▸ TO DO
Select from the data all lines with the word "service".

▸ DATA TO USE
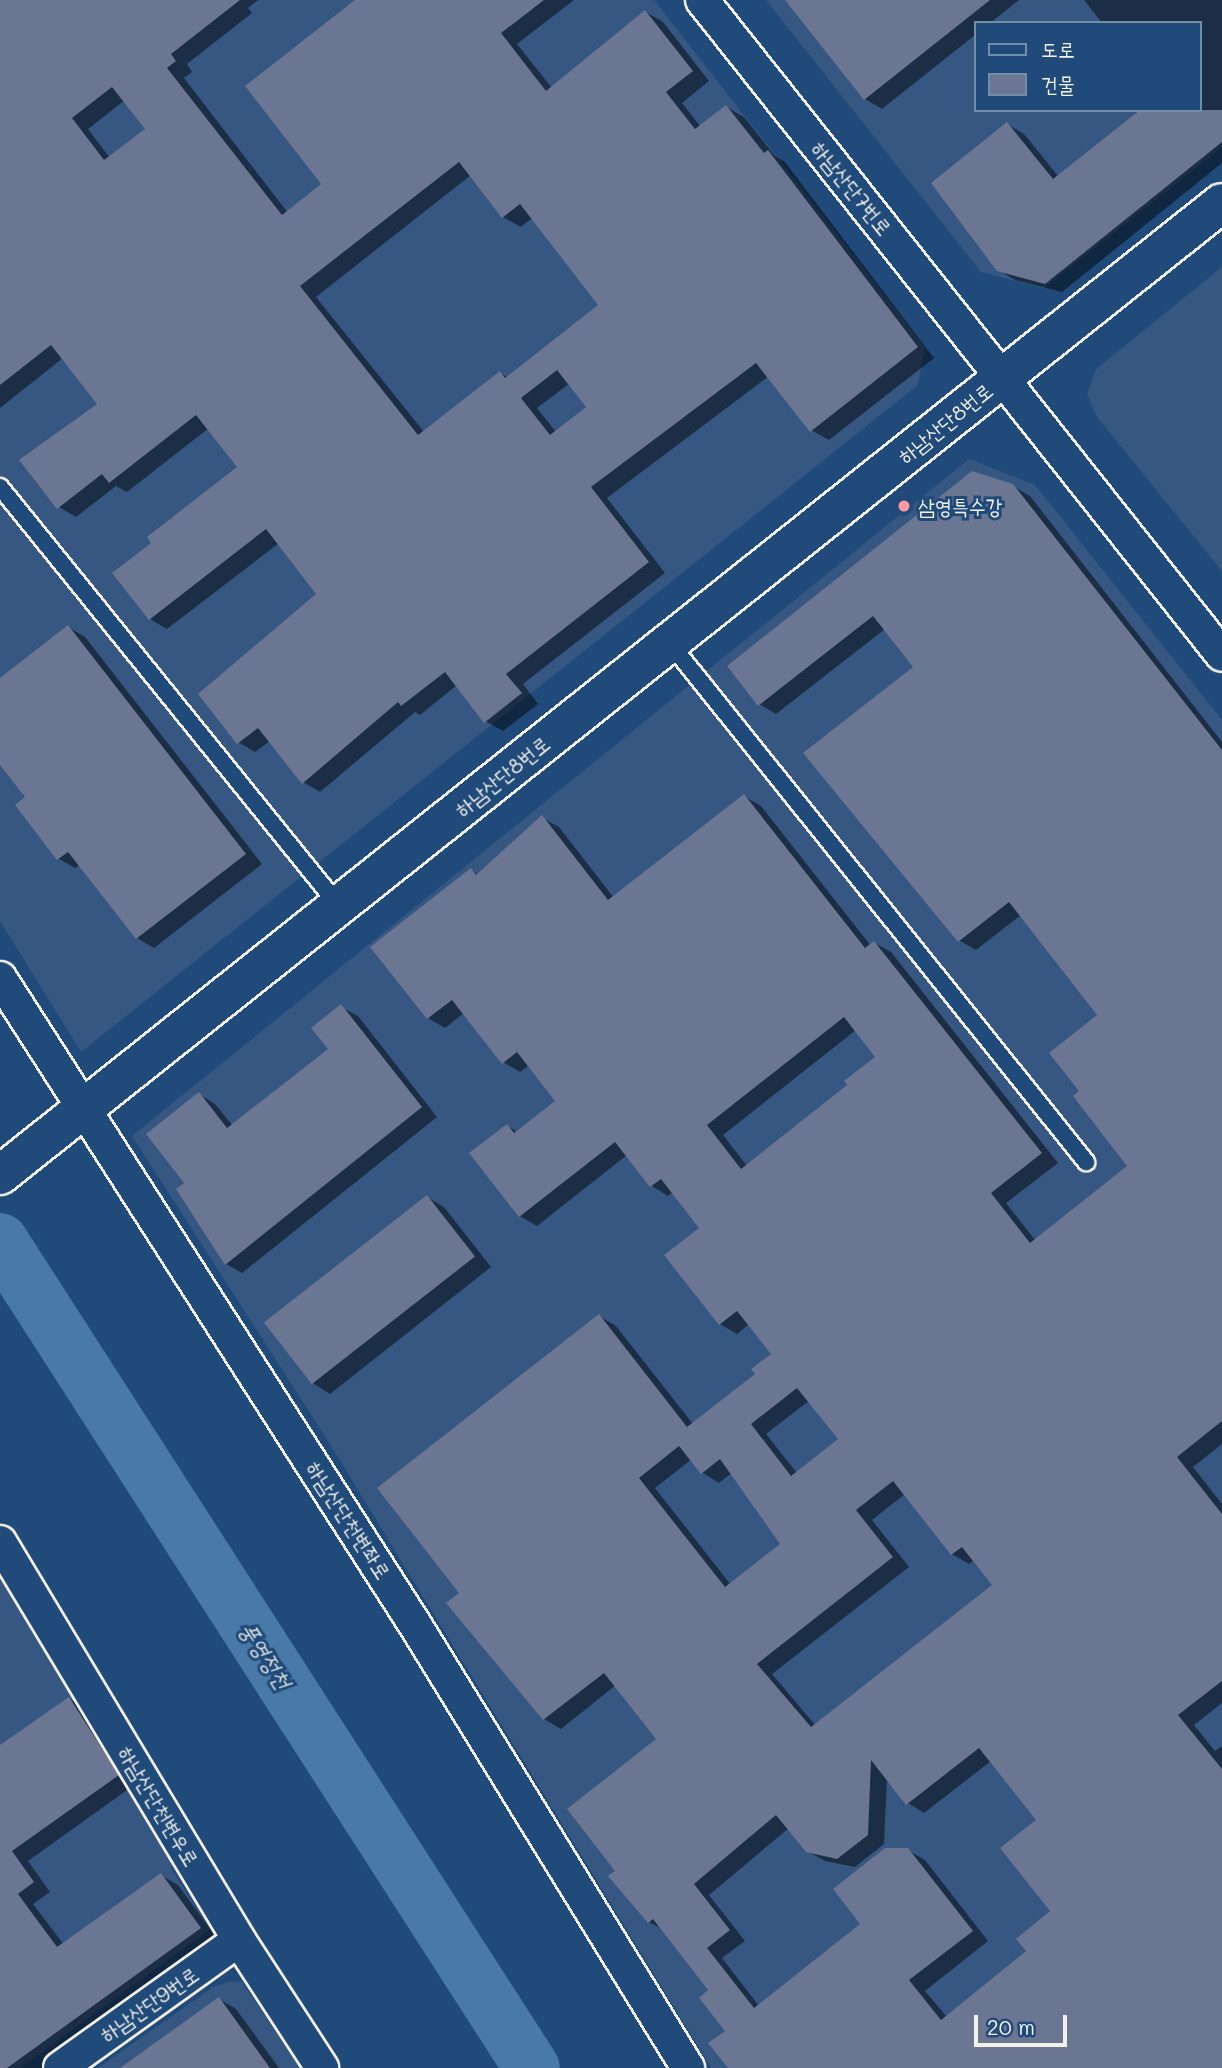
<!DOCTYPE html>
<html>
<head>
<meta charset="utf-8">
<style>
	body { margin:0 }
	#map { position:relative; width:1222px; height:2068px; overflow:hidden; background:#1f4a7a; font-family:Mali,"Poor Story",sans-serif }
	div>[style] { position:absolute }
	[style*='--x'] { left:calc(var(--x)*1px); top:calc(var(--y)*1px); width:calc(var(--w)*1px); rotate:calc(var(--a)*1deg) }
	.built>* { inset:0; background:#365782 }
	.shadow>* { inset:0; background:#0007 }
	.river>* { height:56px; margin:-28px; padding:0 28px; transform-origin:28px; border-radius:28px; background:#4979a6 }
	.building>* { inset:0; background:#6b7693; transform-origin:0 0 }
	.roads { filter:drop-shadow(2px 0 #f4f1e8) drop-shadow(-2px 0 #f4f1e8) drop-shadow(0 2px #f4f1e8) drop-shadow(0 -2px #f4f1e8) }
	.service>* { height:16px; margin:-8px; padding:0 8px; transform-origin:8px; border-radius:8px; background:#1f4a7a }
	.minor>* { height:32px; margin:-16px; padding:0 16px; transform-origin:16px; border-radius:16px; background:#1f4a7a }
	.tertiary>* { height:38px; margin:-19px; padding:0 19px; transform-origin:19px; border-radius:19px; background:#1f4a7a }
	.dots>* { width:19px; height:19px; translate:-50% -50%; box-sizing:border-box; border:4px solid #1f4a7a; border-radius:50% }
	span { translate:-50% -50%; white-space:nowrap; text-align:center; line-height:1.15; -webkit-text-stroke:6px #1f4a7a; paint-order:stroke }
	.street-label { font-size:21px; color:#f4f1e8 }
	.poi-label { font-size:21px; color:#f4f1e8 }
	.left { translate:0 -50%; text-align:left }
	.water-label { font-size:23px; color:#dadfde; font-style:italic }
	.legend { position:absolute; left:974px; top:21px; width:228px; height:91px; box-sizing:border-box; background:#1f4a7a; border:2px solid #748da6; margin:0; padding:9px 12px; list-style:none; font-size:21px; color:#f4f1e8 }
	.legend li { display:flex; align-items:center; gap:14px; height:35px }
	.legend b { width:35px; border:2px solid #748da6 }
	.scale { position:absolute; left:974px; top:2015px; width:93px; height:32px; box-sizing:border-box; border:4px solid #f4f1e8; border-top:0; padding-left:9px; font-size:21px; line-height:24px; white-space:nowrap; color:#f4f1e8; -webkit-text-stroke:5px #1f4a7a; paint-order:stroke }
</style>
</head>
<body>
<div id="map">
	<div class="built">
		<div style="clip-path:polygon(0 0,654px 0,925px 347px,918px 385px,81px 1052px,0 921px)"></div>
		<div style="clip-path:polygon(evenodd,766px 0,1222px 0,1222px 147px,1044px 288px,981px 272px,766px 0,975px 23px,1199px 23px,1199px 110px,975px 110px,975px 23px)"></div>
		<div style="clip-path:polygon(1222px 267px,1222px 571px,1097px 417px,1087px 394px,1096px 369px)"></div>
		<div style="clip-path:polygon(969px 459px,1035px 485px,1222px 720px,1222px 2068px,711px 2068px,328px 1441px,132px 1136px)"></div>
		<div style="clip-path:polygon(0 1571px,177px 1855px,171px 1868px,210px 1929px,20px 2068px,0 2068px)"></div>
		<div style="clip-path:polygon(231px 1981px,242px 1982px,300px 2068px,98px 2068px,213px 1987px)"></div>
	</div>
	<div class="shadow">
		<div style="clip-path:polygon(evenodd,0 0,258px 0,248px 8px,252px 13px,187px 64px,192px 72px,184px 78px,288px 213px,324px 184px,358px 0,574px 0,517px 44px,552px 88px,646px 12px,663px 22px,709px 81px,682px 103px,701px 127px,726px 107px,744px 117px,775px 156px,785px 162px,934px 358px,829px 440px,811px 430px,769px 376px,607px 498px,665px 573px,523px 684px,538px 704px,503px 731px,485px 721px,457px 685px,420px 715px,415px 712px,320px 792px,303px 782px,270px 741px,255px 752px,238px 742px,319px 594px,279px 543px,167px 629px,150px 619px,154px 543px,239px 467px,209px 428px,127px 492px,116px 486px,76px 517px,59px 507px,99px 404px,63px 358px,0 408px,0 0,125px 100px,147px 129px,110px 158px,88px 129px,125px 100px,0 0,471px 175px,503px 217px,521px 227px,532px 218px,601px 306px,509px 378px,500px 373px,424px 432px,316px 297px,471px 175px,0 0,570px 383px,589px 407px,556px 432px,537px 408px,570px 383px)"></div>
		<div style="clip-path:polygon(787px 0,1019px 0,990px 23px,975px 23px,975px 35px,882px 109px,865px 99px)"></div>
		<div style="clip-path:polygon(1084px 0,1222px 0,1222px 163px,1062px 292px,1015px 280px,998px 270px,1007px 124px,1024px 134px,1059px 177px,1199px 110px,1199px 23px,1102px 23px)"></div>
		<div style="clip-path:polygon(evenodd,1013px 486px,1030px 496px,1222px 742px,1222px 1444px,1193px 1467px,1222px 1504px,1222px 1703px,1194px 1725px,1215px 1751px,1222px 1746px,1222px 2068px,730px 2068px,727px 2031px,711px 1991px,664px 1930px,649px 1922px,617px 1871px,658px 1740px,616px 1685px,561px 1729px,544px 1719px,461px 1594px,599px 1316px,616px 1326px,693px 1424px,757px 1374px,773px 1354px,749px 1324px,737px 1334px,720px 1324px,701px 1228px,673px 1192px,668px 1196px,652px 1186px,627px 1155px,537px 1226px,520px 1216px,472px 1153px,507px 1126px,518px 1132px,558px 1101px,529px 1065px,520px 1072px,503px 1062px,464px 1013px,445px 1028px,428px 1018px,373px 947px,471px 870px,478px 875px,542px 818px,559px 827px,614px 898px,744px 796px,761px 806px,871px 946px,875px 943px,891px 952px,1058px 1163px,1006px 1203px,1036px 1241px,1130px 1166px,1081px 1092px,1099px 1015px,1021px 915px,976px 950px,960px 941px,805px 753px,915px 667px,885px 629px,776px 714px,759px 704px,1013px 486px,856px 1030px,877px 1057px,849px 1085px,747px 1166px,723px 1135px,856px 1030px,1013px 486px,810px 1400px,841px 1440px,797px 1473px,766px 1434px,810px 1400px,1013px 486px,692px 1459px,703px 1473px,719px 1483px,733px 1472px,783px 1544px,731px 1585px,655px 1488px,692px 1459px,1013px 486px,905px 1494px,952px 1554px,969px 1564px,973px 1561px,994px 1586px,816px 1726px,772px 1674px,909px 1567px,872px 1520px,905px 1494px,1013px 486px,991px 1761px,1039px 1820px,1053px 1912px,1028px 1951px,947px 2017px,925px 1991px,988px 1941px,925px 1860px,907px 1850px,863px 1924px,759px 2006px,722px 1958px,745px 1941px,709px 1895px,789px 1828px,807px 1851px,825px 1861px,855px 1867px,884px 1844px,887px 1777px,908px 1803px,924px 1813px,991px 1761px)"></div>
		<div style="clip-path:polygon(68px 627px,85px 637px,262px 864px,154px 948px,137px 938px,80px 865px,75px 868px,59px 859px,27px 797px,0 762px,0 681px)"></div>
		<div style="clip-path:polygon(341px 1007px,358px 1016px,437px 1117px,242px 1273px,226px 1264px,187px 1183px,199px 1094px,215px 1104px,233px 1126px,330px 1050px)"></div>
		<div style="clip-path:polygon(427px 1197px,444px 1207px,491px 1267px,330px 1394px,314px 1384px,266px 1323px)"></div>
		<div style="clip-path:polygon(69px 1699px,86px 1709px,134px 1785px,28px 1861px,50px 1892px,33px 1904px,64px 1945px,161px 1875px,178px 1885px,217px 1938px,41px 2068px,0 2068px,0 1748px)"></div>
		<div style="clip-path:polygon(219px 1999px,236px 2009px,279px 2068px,123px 2068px)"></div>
	</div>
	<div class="river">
		<div style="--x:0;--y:1241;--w:983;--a:57.25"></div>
	</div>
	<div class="building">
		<div style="clip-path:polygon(evenodd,0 0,240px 0,171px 54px,176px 61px,167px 68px,282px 215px,321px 184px,245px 86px,355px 0,544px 0,501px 33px,546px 91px,645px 10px,693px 71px,666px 92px,695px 129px,726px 105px,764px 153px,768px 150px,918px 347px,810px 432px,756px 363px,591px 487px,649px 562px,506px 674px,522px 693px,484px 723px,445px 672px,401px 706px,398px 702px,302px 784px,258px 728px,237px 744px,198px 694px,316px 594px,266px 529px,149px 620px,112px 573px,151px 543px,147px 537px,237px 467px,196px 415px,109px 483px,102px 474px,57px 509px,19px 460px,97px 404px,51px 345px,0 385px,0 0,112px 87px,145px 129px,104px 160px,72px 118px,112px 87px,0 0,459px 162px,502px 218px,520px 204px,598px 305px,505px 378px,500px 371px,418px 435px,300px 286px,459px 162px,0 0,557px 370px,586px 407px,550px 435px,521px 398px,557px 370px)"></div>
		<div style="clip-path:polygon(785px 0,990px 0,864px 100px)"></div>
		<div style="clip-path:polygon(1140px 110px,1222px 110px,1222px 142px,1045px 284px,997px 271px,931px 183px,1007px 122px,1053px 179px)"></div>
		<div style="clip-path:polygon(evenodd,972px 471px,1013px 484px,1222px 750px,1222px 1421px,1177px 1457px,1222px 1514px,1222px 1681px,1178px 1715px,1222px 1769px,1222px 2068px,728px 2068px,708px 2043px,725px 2031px,699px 1998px,708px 1990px,653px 1919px,648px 1923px,608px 1876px,615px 1871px,567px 1809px,656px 1739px,604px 1673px,543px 1720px,446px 1603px,459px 1593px,377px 1488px,599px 1314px,687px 1427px,755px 1374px,751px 1369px,771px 1354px,737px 1311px,719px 1325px,664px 1255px,699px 1228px,661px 1179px,650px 1187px,615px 1142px,519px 1217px,469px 1153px,507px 1124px,514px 1133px,555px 1101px,517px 1052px,502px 1064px,452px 1000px,427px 1019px,370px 947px,471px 868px,476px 875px,542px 815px,608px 900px,744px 794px,865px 948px,874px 941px,1042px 1153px,991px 1193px,1030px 1243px,1127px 1166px,1073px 1096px,1079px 1091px,1049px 1053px,1097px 1015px,1009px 902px,958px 942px,803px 753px,913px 667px,873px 616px,758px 706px,727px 666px,972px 471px,844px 1017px,875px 1057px,844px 1081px,847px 1085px,741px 1169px,707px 1125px,844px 1017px,972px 471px,797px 1388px,838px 1439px,791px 1476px,751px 1424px,797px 1388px,972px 471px,679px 1446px,701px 1474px,720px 1459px,780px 1544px,725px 1587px,639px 1478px,679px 1446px,972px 471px,893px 1481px,951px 1555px,962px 1547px,992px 1585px,811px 1727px,757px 1664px,893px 1557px,856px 1510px,893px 1481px,972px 471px,979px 1748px,1036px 1820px,1000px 1848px,1050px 1911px,1016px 1939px,1026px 1951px,941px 2020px,909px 1980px,973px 1931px,908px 1848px,885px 1848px,833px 1889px,860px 1924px,754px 2008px,707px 1948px,730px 1930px,694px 1884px,776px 1815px,806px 1852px,837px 1859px,868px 1835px,871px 1760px,906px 1805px,979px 1748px)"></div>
		<div style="clip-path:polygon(68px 625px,246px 854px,136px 939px,68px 852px,57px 860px,15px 805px,25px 797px,0 765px,0 678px)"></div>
		<div style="clip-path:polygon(341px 1004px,422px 1107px,225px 1265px,176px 1189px,184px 1183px,146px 1134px,199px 1092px,227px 1128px,328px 1049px,311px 1028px)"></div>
		<div style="left:427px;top:1195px;width:78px;height:207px;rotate:52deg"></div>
		<div style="clip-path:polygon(69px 1697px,119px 1775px,12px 1851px,34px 1882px,18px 1894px,57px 1947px,161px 1873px,201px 1928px,7px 2068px,0 2068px,0 1745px)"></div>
		<div style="clip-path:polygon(219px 1997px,270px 2068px,120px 2068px)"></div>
	</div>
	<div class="roads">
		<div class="service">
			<div style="--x:0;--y:487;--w:539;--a:51.02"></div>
			<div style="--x:669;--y:642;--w:667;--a:51.27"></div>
		</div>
		<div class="minor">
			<div style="--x:702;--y:0;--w:836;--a:51.55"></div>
			<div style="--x:0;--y:978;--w:766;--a:57.31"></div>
			<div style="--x:414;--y:1623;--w:523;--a:58.38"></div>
			<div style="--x:0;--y:1542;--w:464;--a:59"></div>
			<div style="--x:239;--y:1940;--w:153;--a:57"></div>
			<div style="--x:60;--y:2068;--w:220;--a:-35.6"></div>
		</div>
		<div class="tertiary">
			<div style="--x:0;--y:1175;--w:1561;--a:-38.5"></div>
		</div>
	</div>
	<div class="dots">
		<div style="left:904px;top:506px;background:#ff9aa2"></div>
	</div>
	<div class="street-label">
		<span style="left:852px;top:188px;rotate:51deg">하남산단7번로</span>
		<span style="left:945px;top:423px;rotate:-39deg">하남산단8번로</span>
		<span style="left:502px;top:776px;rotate:-39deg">하남산단8번로</span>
		<span style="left:349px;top:1520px;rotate:57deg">하남산단천변좌로</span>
		<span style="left:159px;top:1806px;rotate:59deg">하남산단천변우로</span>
		<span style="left:149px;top:2004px;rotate:-35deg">하남산단9번로</span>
	</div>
	<div class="poi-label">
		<span class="left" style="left:918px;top:506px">삼영특수강</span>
	</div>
	<div class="water-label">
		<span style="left:266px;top:1655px;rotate:57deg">풍영정천</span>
	</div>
	<ul class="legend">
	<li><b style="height:9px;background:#1f4a7a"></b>도로</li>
	<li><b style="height:19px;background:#6b7693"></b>건물</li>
	</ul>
	<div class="scale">20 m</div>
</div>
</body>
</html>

▸ EXERCISE RESULT
	.service>* { height:16px; margin:-8px; padding:0 8px; transform-origin:8px; border-radius:8px; background:#1f4a7a }
		<div class="service">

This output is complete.